Code Red: I don’t care if they’re any good as long as Deangelo gets his touches. But no, they aren’t good. Atlanta wins.


(1-7) Kansas City @ (2-6) Oakland

Code Red: Woaaaaah ugly. Kansas City wins.

Iggins!: I made the mistake of picking KC way too many times. Oakland wins.


(3-5) Seattle @ (5-3) Arizona

Iggins!: Not wasting words here. Arizona wins.

Code Red: Ditto. Arizona.


(6-2) Dallas @ (4-4) Green Bay

Code Red: At least Green Bay looks awful too? Cowboys win.

Iggins!: Yeah, the Cowboys are somehow pulling it together and they look rather impressive. Plus, Rodgers is gonna get sacked at least 7 times. Cowboys win.


(5-3) Philadelphia @ (5-3) San Diego

Iggins!: The Eagles will struggle here. San Diego wins.

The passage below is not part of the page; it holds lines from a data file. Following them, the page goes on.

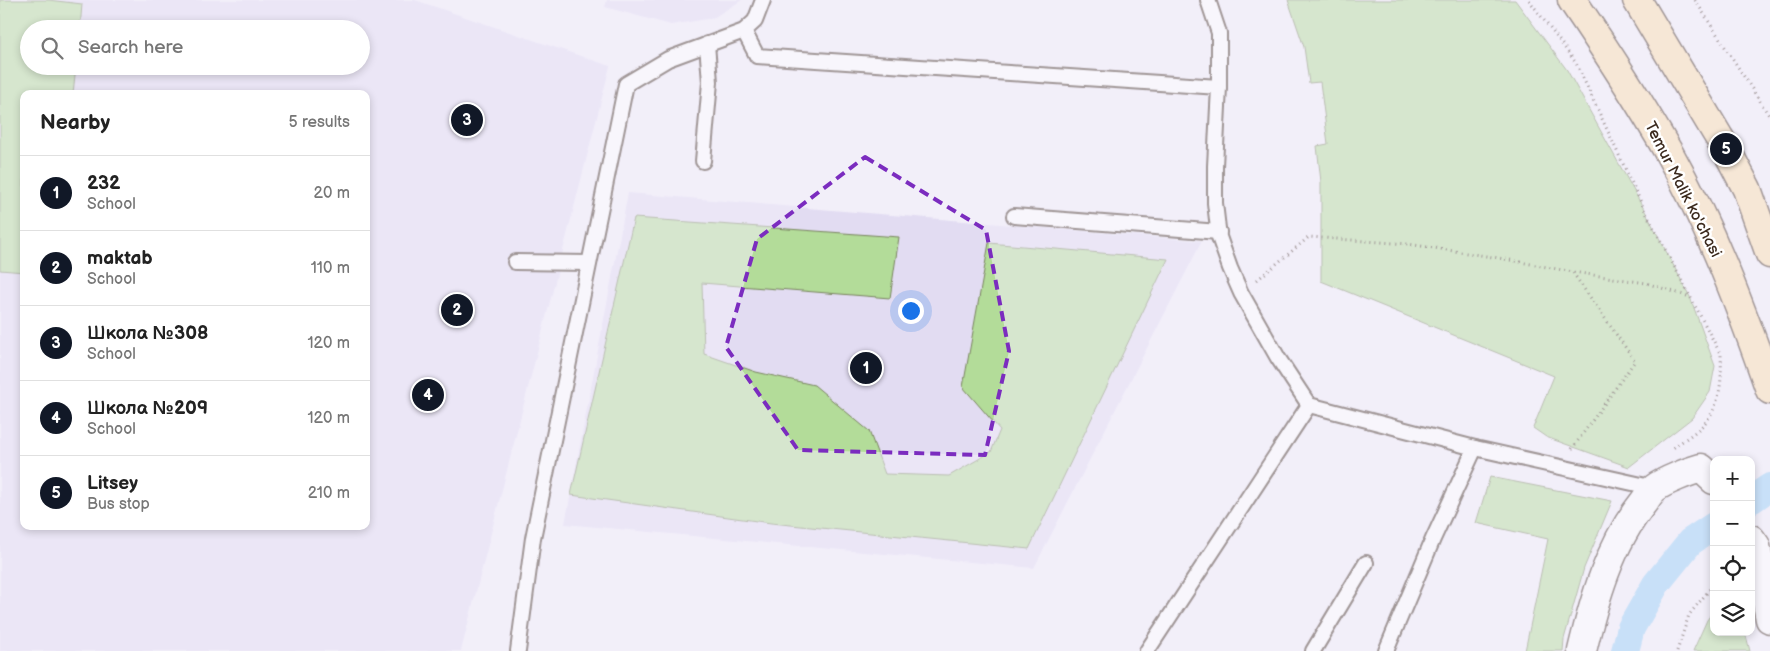 <!DOCTYPE html>
<html lang="en">
<head>
<meta charset="utf-8">
<style>
	:root { --surface:#fff; --page:#f6f6f6; --text:#222; --muted:#767676; --line:#e0e0e0; --accent:#111827 }
	body { margin:0; font-family:"Balsamiq Sans",sans-serif; background:var(--page); color:var(--text) }
	.controls { position:absolute; right:15px; bottom:15px; display:grid; overflow:hidden; border-radius:10px; box-shadow:0 2px 8px #0003 }
	.controls button { width:45px; height:45px; display:grid; place-items:center; padding:0; border:0; border-bottom:1px solid var(--line); background:var(--surface); color:var(--text); font:25px sans-serif }
	.you { position:absolute; left:910px; top:310px; width:18px; height:18px; margin:-12px; border:4px solid #fff; border-radius:50%; background:#1a73e8; box-shadow:0 0 0 8px #1a73e833 }
	.badge { display:grid; place-items:center; width:32px; height:32px; border-radius:50%; background:var(--accent); color:#fff; font-size:16px; font-weight:700 }
	.pin { position:absolute; translate:-50% -50%; border:2px solid #fff; box-shadow:0 1px 5px #0006 }
	.list { margin:0; padding:0; list-style:none }
	h2 { display:flex; justify-content:space-between; align-items:center; height:65px; margin:0; padding:0 20px; font-size:21px }
	h2 small { font-size:16px; font-weight:400; color:var(--muted) }
	.list li { display:grid; grid-template-columns:32px 1fr auto; gap:15px; align-items:center; box-sizing:border-box; height:75px; padding:0 20px; border-top:1px solid var(--line) }
	.list b { display:block; font-size:19px; white-space:nowrap }
	.list p { margin:0; font-size:16px; white-space:nowrap; color:var(--muted) }
	.list em { font-size:16px; font-style:normal; color:var(--muted) }
	.icon { flex:none; width:28px; height:28px; fill:none; stroke:currentColor; stroke-width:2; stroke-linecap:round; stroke-linejoin:round }
	.map { position:relative; flex:none; width:1770px; height:651px; overflow:hidden }
	.search { position:absolute; background:var(--surface); box-shadow:0 2px 8px #0003; left:20px; top:20px; width:350px; height:55px; display:flex; align-items:center; gap:12px; box-sizing:border-box; padding:0 18px; border-radius:28px; color:var(--muted); font-size:19px }
	.panel { position:absolute; background:var(--surface); box-shadow:0 2px 8px #0003; left:20px; top:90px; width:350px; height:440px; border-radius:10px }
	.map>svg:first-child { display:block }
</style>
</head>
<body>
<div class="map">
<svg width="1770" height="651" viewBox="0 0 1770 651">
	<rect width="100%" height="100%" fill="#f2eff9"/>
	<filter id="ink" filterUnits="userSpaceOnUse"><feTurbulence type="fractalNoise" baseFrequency=".02" numOctaves="2"/><feDisplacementMap in="SourceGraphic" scale="10" xChannelSelector="R" yChannelSelector="G"/><feConvolveMatrix kernelMatrix="1 2 1 2 8 2 1 2 1" color-interpolation-filters="sRGB"/></filter>
	<g filter="url(#ink)">
		<g fill="#e2dcf2" fill-rule="evenodd">
			<path d="M0 0H415L610 66 461 651H0ZM29 29H361V66H29ZM24 94H366V526H24Z"/>
			<polygon points="607,0 742,0 713,18 671,25 605,7"/>
			<polygon points="628,193 1202,241 1034,568 565,524"/>
		</g>
		<g fill="#b3dc99" stroke="#77835c">
			<polygon points="0,0 48,0 82,4 80,29 29,29 29,66 76,66 73,94 24,94 24,272 0,270"/>
			<polygon points="1288,0 1515,0 1567,70 1645,211 1690,297 1715,366 1710,392 1692,418 1629,467 1546,437 1533,428 1554,376 1321,281 1321,182 1317,146 1328,144 1320,82 1309,83 1304,47"/>
			<polygon points="634,218 899,237 890,298 702,283 704,354 756,372 814,385 869,431 885,474 949,476 991,452 1000,430 963,387 989,243 1168,259 1029,549 771,523 571,495"/>
			<polygon points="1490,477 1612,501 1584,568 1564,639 1563,651 1525,651 1548,539 1476,523"/>
			<polygon points="1714,610 1714,632 1745,632 1750,651 1693,651 1707,620"/>
		</g>
		<g fill="none" stroke-linecap="round" stroke-linejoin="round">
			<g stroke="#96cff5" stroke-width="28">
				<polyline points="1751,500 1770,487"/>
				<polyline points="1625,651 1631,628 1656,584 1690,542 1714,526"/>
			</g>
			<defs>
				<g id="lane">
					<polyline points="1208,0 1219,33 1219,87 1215,166 1215,203 1219,237 1230,268 1241,293 1278,358 1309,405"/>
					<polyline points="744,31 757,56 1219,87"/>
					<polyline points="703,161 710,82 707,44"/>
					<polyline points="1014,216 1219,232"/>
					<polyline points="515,262 589,263"/>
					<polyline points="518,651 533,538 626,84 668,59 744,31 755,21 763,0"/>
					<polyline points="1147,651 1309,405 1475,448 1655,488"/>
					<polyline points="1313,651 1366,563"/>
					<polyline points="1386,651 1433,539 1475,448"/>
				</g>
				<g id="street">
					<polyline points="1751,539 1756,546 1770,619"/>
					<path d="M1582 651C1594 600 1610 544 1643 503 1647 498 1650 492 1655 488 1664 481 1690 471 1701 468L1714 480"/>
				</g>
				<g id="highway">
					<path d="M1572 0C1606 50 1639 101 1669 153 1711 228 1742 310 1770 390"/>
					<polyline points="1637,0 1726,149 1747,189 1770,254"/>
				</g>
			</defs>
			<use href="#lane" stroke="#3b2a1e" stroke-width="18"/>
			<use href="#street" stroke="#3b2a1e" stroke-width="31"/>
			<use href="#highway" stroke="#3b2a1e" stroke-width="31"/>
			<g stroke="#3b2a1e" stroke-width="3" stroke-dasharray="1 4" stroke-linecap="butt">
				<path d="M1529 0 1576 63 1645 211 1721 355C1722 380 1721 407 1702 426 1694 434 1682 441 1673 448"/>
				<polyline points="1695,0 1770,117"/>
				<polyline points="1257,280 1309,237 1408,244 1499,258 1573,272 1646,283 1690,297"/>
				<polyline points="1572,449 1635,361 1573,273"/>
				<polyline points="1677,651 1689,615 1714,584"/>
			</g>
			<use href="#lane" stroke="#fff" stroke-width="14"/>
			<use href="#street" stroke="#fff" stroke-width="28"/>
			<use href="#highway" stroke="#fbddab" stroke-width="28"/>
		</g>
	</g>
	<path d="M0 0H1770V651H0ZM865 157 986 230 1009 351 985 455 798 450 726 347 757 239Z" fill="#f2eff9" fill-opacity=".55" fill-rule="evenodd"/>
	<path fill="none" stroke="#7b2cbf" stroke-width="4" stroke-dasharray="10 6" stroke-linejoin="round" d="M865 157 986 230 1009 351 985 455 798 450 726 347 757 239Z"/>
	<g text-anchor="middle" stroke-width="5" stroke-linejoin="round" paint-order="stroke">
		<g font-size="16" fill="#3b2a1e" stroke="#fff">
			<text transform="translate(1684 189) rotate(63)" y="6">Temur Malik ko'chasi</text>
		</g>
	</g>
</svg>
<div class="controls">
<button>+</button>
<button>−</button>
<button><svg class="icon" aria-label="locate" viewBox="0 0 24 24"><circle cx="12" cy="12" r="6"/><path d="M12 2v4M12 18v4M2 12h4M18 12h4"/></svg></button>
<button><svg class="icon" aria-label="layers" viewBox="0 0 24 24"><path d="M12 4l9 5-9 5-9-5zM3 14l9 5 9-5"/></svg></button>
</div>
<div class="you"></div>
<div class="pin badge" style="left:866px;top:368px">1</div>
<div class="pin badge" style="left:457px;top:310px">2</div>
<div class="pin badge" style="left:467px;top:120px">3</div>
<div class="pin badge" style="left:428px;top:395px">4</div>
<div class="pin badge" style="left:1726px;top:149px">5</div>
<div class="search"><svg class="icon" aria-label="search" viewBox="0 0 24 24"><circle cx="10" cy="10" r="6"/><path d="M15 15l6 6"/></svg>Search here</div>
<section class="panel">
<h2>Nearby<small>5 results</small></h2>
<ul class="list">
<li><span class="badge">1</span><div><b>232</b><p>School</p></div><em>20 m</em></li>
<li><span class="badge">2</span><div><b>maktab</b><p>School</p></div><em>110 m</em></li>
<li><span class="badge">3</span><div><b>Школа №308</b><p>School</p></div><em>120 m</em></li>
<li><span class="badge">4</span><div><b>Школа №209</b><p>School</p></div><em>120 m</em></li>
<li><span class="badge">5</span><div><b>Litsey</b><p>Bus stop</p></div><em>210 m</em></li>
</ul>
</section>
</div>
</body>
</html>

Code Red: Or they won’t. Eagles win.


(6-2) New England @ (8-0) Indianapolis

Code Red: Oooh! A good game! When was the last fucking time That happened? Colts win.

Iggins!: The Bengals vs. Steelers game. Also, when did this game become something that HAS to be played every year? Colts win.


(4-4) Baltimore @ (1-7) Cleveland

Iggins!: Oh wow, this is on Monday Night. Who the fuck scheduled this? Baltimore wins.

Code Red: Wait, what? I got when Cleveland got like 5 prime time games last year because of the 10-6 record in 2007 and the explosive offense. But what the hell, who wanted Cleveland on national tv?? Ravens win.